Posted by Andrew Bartolini on February 15th, 2012
Stored in Articles, General, Strategy

Last time, we discussed why we think that Supply Risk Will Continue to Impact Companies in 2012 and used the Thailand Floods as an example of an environmental disaster that has been very costly to many, many companies. Just since the article published on Monday, these stories have hit the wire:

Lloyd’s of London has warned that last year’s Thai floods are likely to cost it about $2.2bn (£1.4bn), making it the third-largest claim the market has faced after hurricane Katrina in 2005 and the September 11 attacks in New York.

The Government in Thailand is looking to establish what would be the largest excess-of-loss property catastrophe treaty in the world—a catastrophe fund equipped to cover losses of up to $16.2 billion. A briefing from insurance rating agency A.M. Best Co. says the country’s government is attempting to keep flood insurance available and affordable in the wake of four months of flooding in 2011 that “delivered a shocking and unexpected blow to the global insurance industry in the form of an un-modeled event.” The report continues that “Reinsurers will no longer spare Thailand from consideration as a risk for natural catastrophes,” the briefing states.

Optical module and component maker Opnext Inc. has reported revenue was down 38.3% last quarter and down 45.3% for the year. This is due mainly to the loss of production capacity at primary contract manufacturer Fabrinet in Thailand following the flooding there in October.

Emcore – As previously reported, in October 2011 our primary contract manufacturer announced that as a result of flooding in Thailand, it had suspended operations at its facility that was used to manufacture certain of our fiber optics products. Rising water penetrated the facility and submerged most of our process and test equipment as well as our inventory materials. The impact from this flooding has had a significant adverse impact on our operations and our ability to meet customer demand for certain of our fiber optics products.
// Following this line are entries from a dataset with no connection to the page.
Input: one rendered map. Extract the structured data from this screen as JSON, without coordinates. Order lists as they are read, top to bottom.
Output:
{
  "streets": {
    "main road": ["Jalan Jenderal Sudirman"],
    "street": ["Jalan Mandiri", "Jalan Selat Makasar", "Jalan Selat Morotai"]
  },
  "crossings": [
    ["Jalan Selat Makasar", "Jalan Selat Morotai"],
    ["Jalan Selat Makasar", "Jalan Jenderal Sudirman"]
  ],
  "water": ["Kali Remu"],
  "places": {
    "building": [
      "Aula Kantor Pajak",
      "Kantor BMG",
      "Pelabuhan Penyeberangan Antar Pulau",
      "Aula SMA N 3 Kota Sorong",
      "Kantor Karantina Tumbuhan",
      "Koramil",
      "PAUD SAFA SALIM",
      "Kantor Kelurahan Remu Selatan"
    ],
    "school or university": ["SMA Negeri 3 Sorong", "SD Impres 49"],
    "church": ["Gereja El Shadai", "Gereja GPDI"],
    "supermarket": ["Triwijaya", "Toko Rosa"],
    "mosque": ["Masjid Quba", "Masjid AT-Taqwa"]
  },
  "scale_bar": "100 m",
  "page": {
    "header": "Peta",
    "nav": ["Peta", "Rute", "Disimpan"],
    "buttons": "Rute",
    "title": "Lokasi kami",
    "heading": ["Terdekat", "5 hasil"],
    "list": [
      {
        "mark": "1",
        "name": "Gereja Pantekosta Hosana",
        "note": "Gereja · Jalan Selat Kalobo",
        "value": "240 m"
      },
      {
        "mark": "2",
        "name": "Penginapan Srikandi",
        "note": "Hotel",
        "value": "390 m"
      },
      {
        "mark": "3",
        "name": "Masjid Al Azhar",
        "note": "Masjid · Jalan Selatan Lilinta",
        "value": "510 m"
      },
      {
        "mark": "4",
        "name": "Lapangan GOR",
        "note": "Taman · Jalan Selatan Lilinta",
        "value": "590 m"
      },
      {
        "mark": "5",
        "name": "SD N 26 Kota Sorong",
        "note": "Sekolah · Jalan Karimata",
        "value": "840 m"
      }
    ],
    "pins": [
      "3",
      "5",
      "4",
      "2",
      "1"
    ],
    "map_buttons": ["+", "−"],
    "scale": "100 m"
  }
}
As discussed below, we are currently focused on rebuilding the manufacturing infrastructure for our impacted product lines.

Ford Philippines reported that its January retail sales were down 47 percent from the previous January 2011. This reflected the carry-on impact from the Thai flood crisis that has affected the local delivery and supply of vehicles.
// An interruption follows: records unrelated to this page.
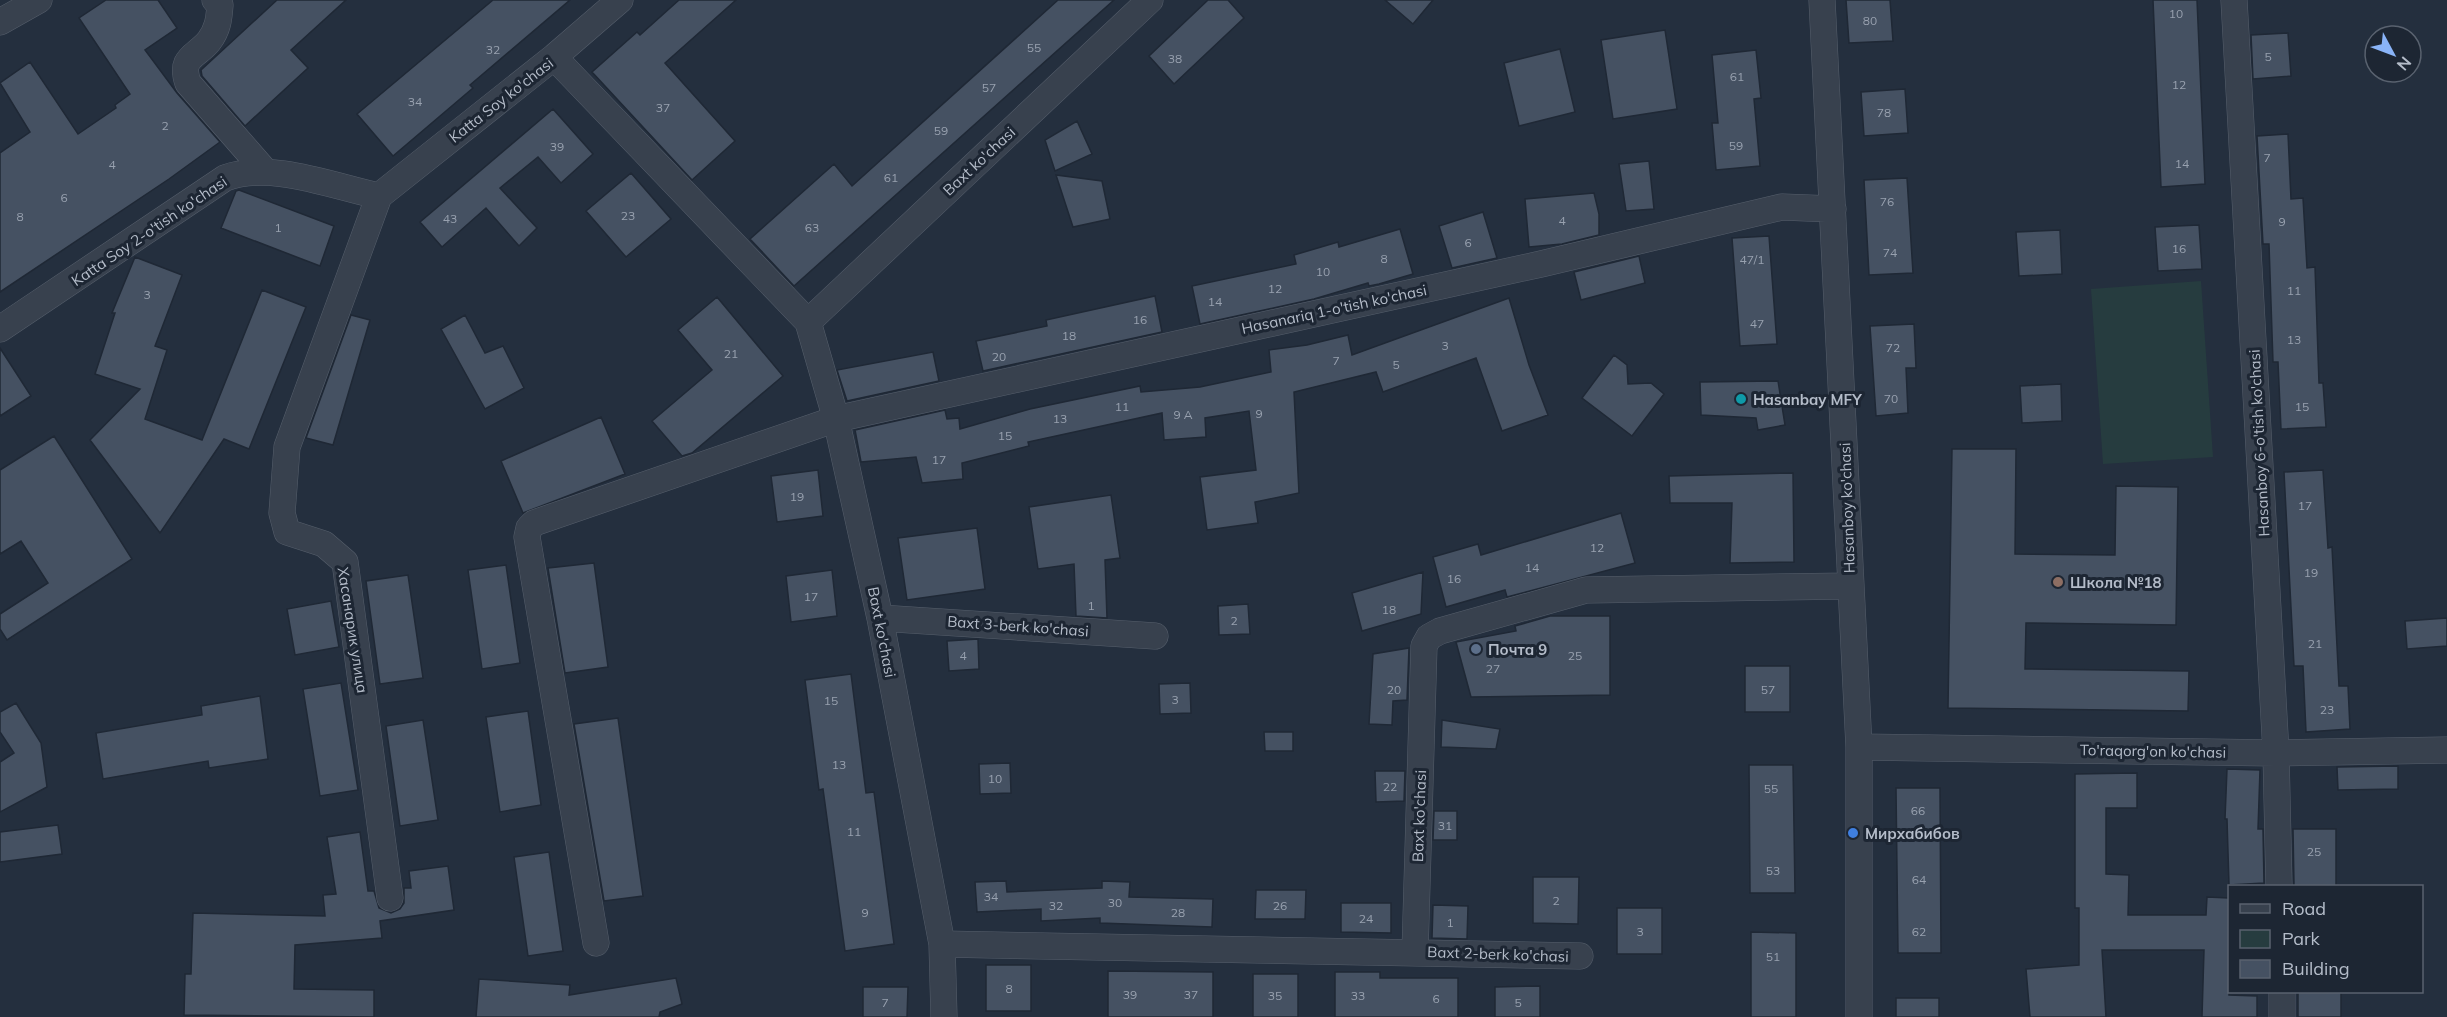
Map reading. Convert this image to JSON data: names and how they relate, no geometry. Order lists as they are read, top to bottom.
{
  "streets": {
    "street": [
      "Katta Soy ko'chasi",
      "Baxt ko'chasi",
      "Katta Soy 2-o'tish ko'chasi",
      "Hasanariq 1-o'tish ko'chasi",
      "Hasanboy 6-o'tish ko'chasi",
      "Hasanboy ko'chasi",
      "Baxt 3-berk ko'chasi",
      "Хасанарик улица",
      "To'raqorg'on ko'chasi",
      "Baxt 2-berk ko'chasi"
    ]
  },
  "crossings": [
    ["Katta Soy ko'chasi", "Baxt ko'chasi"],
    ["Katta Soy ko'chasi", "Katta Soy 2-o'tish ko'chasi"],
    ["Katta Soy ko'chasi", "Хасанарик улица"],
    ["Baxt ko'chasi", "Hasanariq 1-o'tish ko'chasi"],
    ["Baxt ko'chasi", "Hasanboy ko'chasi"],
    ["Baxt ko'chasi", "Baxt 3-berk ko'chasi"],
    ["Baxt ko'chasi", "Baxt 2-berk ko'chasi"],
    ["Katta Soy 2-o'tish ko'chasi", "Хасанарик улица"],
    ["Hasanariq 1-o'tish ko'chasi", "Hasanboy ko'chasi"],
    ["Hasanboy 6-o'tish ko'chasi", "To'raqorg'on ko'chasi"],
    ["Hasanboy ko'chasi", "To'raqorg'on ko'chasi"]
  ],
  "places": [
    "Hasanbay MFY",
    "Школа №18",
    "Почта 9",
    "Мирхабибов"
  ],
  "house_numbers": [
    "10",
    "80",
    "55",
    "32",
    "5",
    "38",
    "61",
    "12",
    "57",
    "34",
    "37",
    "78",
    "2",
    "59",
    "59",
    "39",
    "7",
    "14",
    "4",
    "61",
    "6",
    "76",
    "23",
    "8",
    "43",
    "4",
    "9",
    "1",
    "63",
    "6",
    "16",
    "74",
    "8",
    "47/1",
    "10",
    "12",
    "11",
    "3",
    "14",
    "16",
    "47",
    "18",
    "13",
    "3",
    "72",
    "21",
    "20",
    "7",
    "5",
    "70",
    "11",
    "15",
    "9",
    "9 A",
    "13",
    "15",
    "17",
    "19",
    "17",
    "12",
    "14",
    "19",
    "16",
    "17",
    "1",
    "18",
    "2",
    "21",
    "4",
    "25",
    "27",
    "20",
    "57",
    "3",
    "15",
    "23",
    "13",
    "10",
    "22",
    "55",
    "66",
    "31",
    "11",
    "25",
    "53",
    "64",
    "34",
    "2",
    "30",
    "32",
    "26",
    "9",
    "28",
    "24",
    "1",
    "3",
    "62",
    "51",
    "8",
    "39",
    "37",
    "35",
    "33",
    "6",
    "7",
    "5"
  ],
  "legend": ["Road", "Park", "Building"],
  "north": "bottom right"
}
More stories will continue through the earnings season and quite possibly through the year.

What we have seen to date, are two industries ravaged by the floods: (1) Automotive and (2) Disk Drive.

Let’s look at the Disk Drive Industry: the Thai production of the contract manufacturers, suppliers, and the disk drive companies themselves have all been disrupted by the flooding. Estimates on the impact of the floods on the entire industry are that global production of disk drives dropped by between 25% and 33% in Q4 2011. There are different estimates  as to when production will reach 2011 levels (generally in the late 2012 or early 2013 range). An immediate result has been disk drive shortages and price increases.
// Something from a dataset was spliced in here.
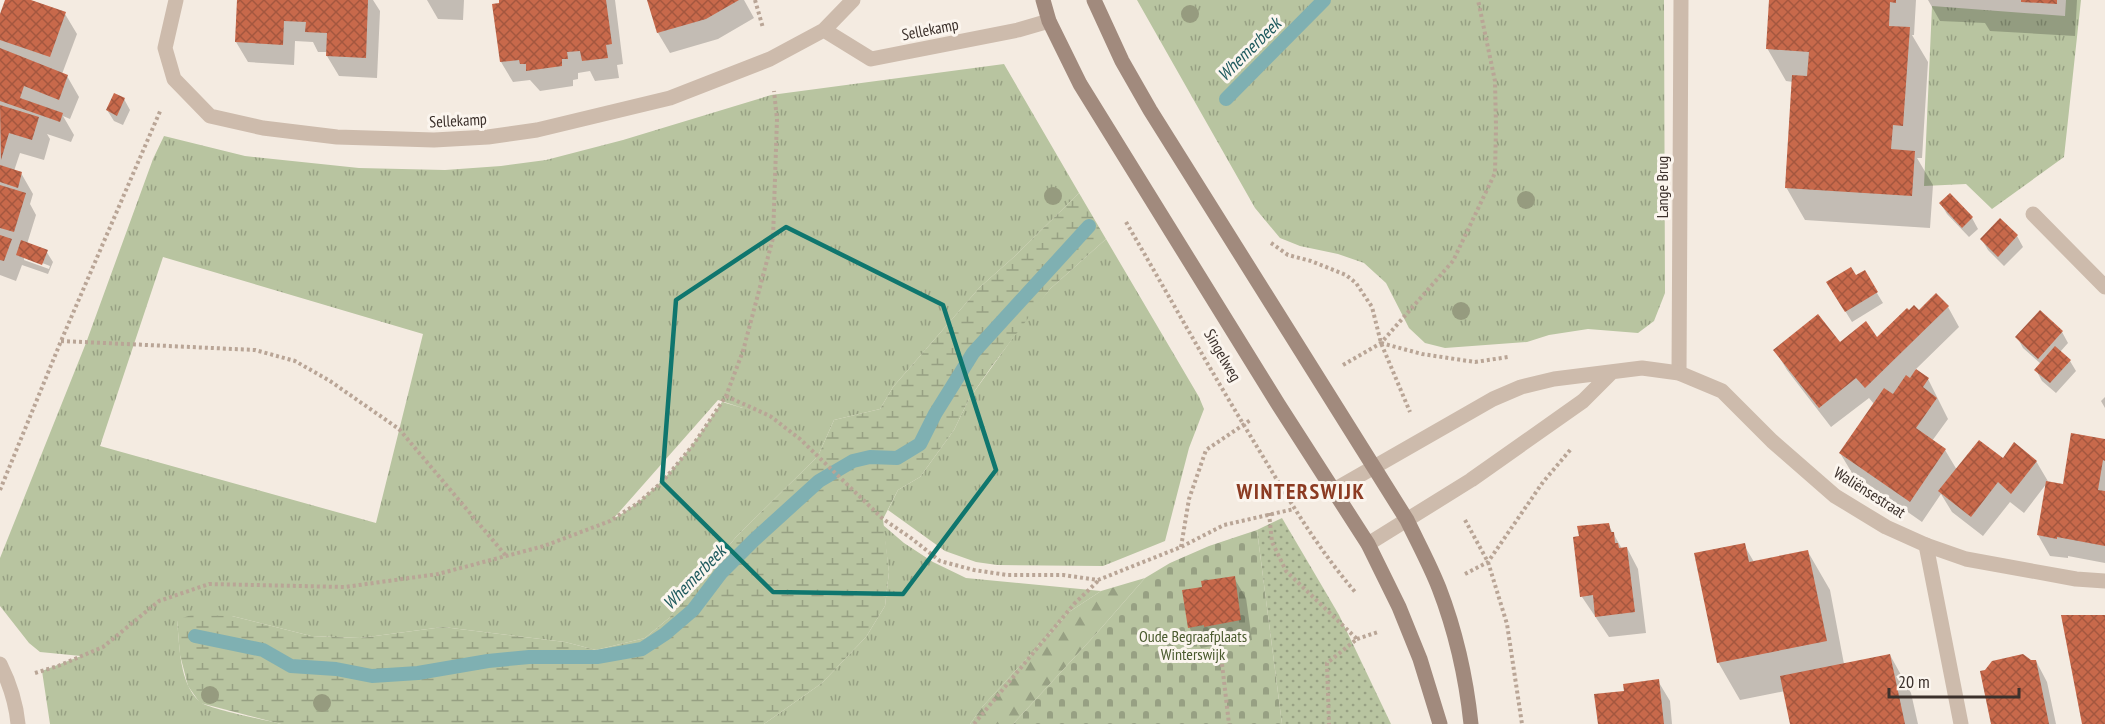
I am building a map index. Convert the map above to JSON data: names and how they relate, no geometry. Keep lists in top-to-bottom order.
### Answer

Enter the next segment or industry impacted by the Thai Floods: Personal Computers (Note: there are other industries impacted by the disk drive shortages as well.)

Yes, the Thai flood waters rolled downhill and across the entire PC Industry. Disk drives are sold directly to consumers and businesses but they are also obviously a major component in all kinds of computers. Recent estimates expect the disk drive shortage to curtail PC shipments by close to 4 million units in Q1 2012. The loss of 4 million units has a severe impact on the PC makers. If the average PC cost $1,000 (a round number that is probably high), that would be a loss of $4 Billion of PC revenue in Q1 alone. But wait, it gets worse. Increased prices for disk drives will mean higher prices for PCs, which could, in turn, result in fewer units sold and/or lower profit margins on PC sales.

The loss of that PC revenue cascades across the supply chain as the makers of chips and other PC components will have to ramp down production. Some may have a quarter or two of leeway where they can flood their channel [pun intended] with product, but that is not a sustainable strategy. Intel, by the way, predicted in December that Q4 sales would be down by $1B due to the impact of the floods.

And then there are the accessories and software (like the Windows 8 release) that will sit on the shelves and the ripple effect on those supply chains. There are also the retailers who will be impacted and the consultants who sell their services around new PC and software sales. And of course, there of those of you IT buyers charged with buying computers and memory who will have to revisit budgets and buying plans.

And, all because of heavy rains in Thailand last year.